[Dataset entries]

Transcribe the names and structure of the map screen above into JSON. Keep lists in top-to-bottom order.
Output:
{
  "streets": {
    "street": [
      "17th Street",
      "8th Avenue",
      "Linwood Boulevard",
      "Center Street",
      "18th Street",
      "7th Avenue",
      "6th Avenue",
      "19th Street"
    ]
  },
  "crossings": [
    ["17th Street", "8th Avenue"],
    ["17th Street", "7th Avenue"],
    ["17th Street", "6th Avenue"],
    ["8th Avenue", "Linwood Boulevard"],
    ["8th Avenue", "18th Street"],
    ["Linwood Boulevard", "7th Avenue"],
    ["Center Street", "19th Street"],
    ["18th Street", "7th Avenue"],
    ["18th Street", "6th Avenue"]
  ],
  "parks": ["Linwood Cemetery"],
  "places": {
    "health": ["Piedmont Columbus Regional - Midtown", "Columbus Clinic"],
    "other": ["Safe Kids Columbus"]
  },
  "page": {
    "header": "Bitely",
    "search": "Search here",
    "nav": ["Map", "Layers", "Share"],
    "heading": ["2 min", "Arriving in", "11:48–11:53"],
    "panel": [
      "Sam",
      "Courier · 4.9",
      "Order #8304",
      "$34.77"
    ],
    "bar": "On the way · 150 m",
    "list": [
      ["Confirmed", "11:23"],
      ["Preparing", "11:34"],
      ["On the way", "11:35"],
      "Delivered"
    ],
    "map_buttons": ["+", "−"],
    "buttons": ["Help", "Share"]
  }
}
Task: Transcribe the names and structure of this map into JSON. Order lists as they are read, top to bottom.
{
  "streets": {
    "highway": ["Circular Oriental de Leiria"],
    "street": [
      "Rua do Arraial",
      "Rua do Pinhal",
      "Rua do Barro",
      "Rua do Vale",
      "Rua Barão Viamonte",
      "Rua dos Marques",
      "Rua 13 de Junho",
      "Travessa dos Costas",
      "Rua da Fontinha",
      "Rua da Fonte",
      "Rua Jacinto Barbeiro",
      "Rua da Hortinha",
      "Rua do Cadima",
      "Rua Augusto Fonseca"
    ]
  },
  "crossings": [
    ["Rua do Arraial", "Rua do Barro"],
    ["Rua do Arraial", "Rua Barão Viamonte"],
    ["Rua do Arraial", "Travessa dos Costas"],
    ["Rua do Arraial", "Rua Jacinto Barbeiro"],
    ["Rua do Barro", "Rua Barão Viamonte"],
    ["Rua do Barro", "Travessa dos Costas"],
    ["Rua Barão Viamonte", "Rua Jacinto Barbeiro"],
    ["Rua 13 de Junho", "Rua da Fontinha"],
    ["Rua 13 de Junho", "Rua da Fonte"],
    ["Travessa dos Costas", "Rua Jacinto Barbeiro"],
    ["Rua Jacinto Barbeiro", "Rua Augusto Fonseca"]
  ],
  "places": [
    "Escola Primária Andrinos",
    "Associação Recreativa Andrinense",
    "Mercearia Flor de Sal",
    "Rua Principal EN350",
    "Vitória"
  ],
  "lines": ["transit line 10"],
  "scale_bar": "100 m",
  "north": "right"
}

PROBLEM DESCRIPTION: Print every line you see above, exactly as written.

SOLUTION BELOW:
Transcribe the names and structure of the map screen above into JSON. Keep lists in top-to-bottom order.
Output:
{
  "streets": {
    "street": [
      "17th Street",
      "8th Avenue",
      "Linwood Boulevard",
      "Center Street",
      "18th Street",
      "7th Avenue",
      "6th Avenue",
      "19th Street"
    ]
  },
  "crossings": [
    ["17th Street", "8th Avenue"],
    ["17th Street", "7th Avenue"],
    ["17th Street", "6th Avenue"],
    ["8th Avenue", "Linwood Boulevard"],
    ["8th Avenue", "18th Street"],
    ["Linwood Boulevard", "7th Avenue"],
    ["Center Street", "19th Street"],
    ["18th Street", "7th Avenue"],
    ["18th Street", "6th Avenue"]
  ],
  "parks": ["Linwood Cemetery"],
  "places": {
    "health": ["Piedmont Columbus Regional - Midtown", "Columbus Clinic"],
    "other": ["Safe Kids Columbus"]
  },
  "page": {
    "header": "Bitely",
    "search": "Search here",
    "nav": ["Map", "Layers", "Share"],
    "heading": ["2 min", "Arriving in", "11:48–11:53"],
    "panel": [
      "Sam",
      "Courier · 4.9",
      "Order #8304",
      "$34.77"
    ],
    "bar": "On the way · 150 m",
    "list": [
      ["Confirmed", "11:23"],
      ["Preparing", "11:34"],
      ["On the way", "11:35"],
      "Delivered"
    ],
    "map_buttons": ["+", "−"],
    "buttons": ["Help", "Share"]
  }
}
Task: Transcribe the names and structure of this map into JSON. Order lists as they are read, top to bottom.
{
  "streets": {
    "highway": ["Circular Oriental de Leiria"],
    "street": [
      "Rua do Arraial",
      "Rua do Pinhal",
      "Rua do Barro",
      "Rua do Vale",
      "Rua Barão Viamonte",
      "Rua dos Marques",
      "Rua 13 de Junho",
      "Travessa dos Costas",
      "Rua da Fontinha",
      "Rua da Fonte",
      "Rua Jacinto Barbeiro",
      "Rua da Hortinha",
      "Rua do Cadima",
      "Rua Augusto Fonseca"
    ]
  },
  "crossings": [
    ["Rua do Arraial", "Rua do Barro"],
    ["Rua do Arraial", "Rua Barão Viamonte"],
    ["Rua do Arraial", "Travessa dos Costas"],
    ["Rua do Arraial", "Rua Jacinto Barbeiro"],
    ["Rua do Barro", "Rua Barão Viamonte"],
    ["Rua do Barro", "Travessa dos Costas"],
    ["Rua Barão Viamonte", "Rua Jacinto Barbeiro"],
    ["Rua 13 de Junho", "Rua da Fontinha"],
    ["Rua 13 de Junho", "Rua da Fonte"],
    ["Travessa dos Costas", "Rua Jacinto Barbeiro"],
    ["Rua Jacinto Barbeiro", "Rua Augusto Fonseca"]
  ],
  "places": [
    "Escola Primária Andrinos",
    "Associação Recreativa Andrinense",
    "Mercearia Flor de Sal",
    "Rua Principal EN350",
    "Vitória"
  ],
  "lines": ["transit line 10"],
  "scale_bar": "100 m",
  "north": "right"
}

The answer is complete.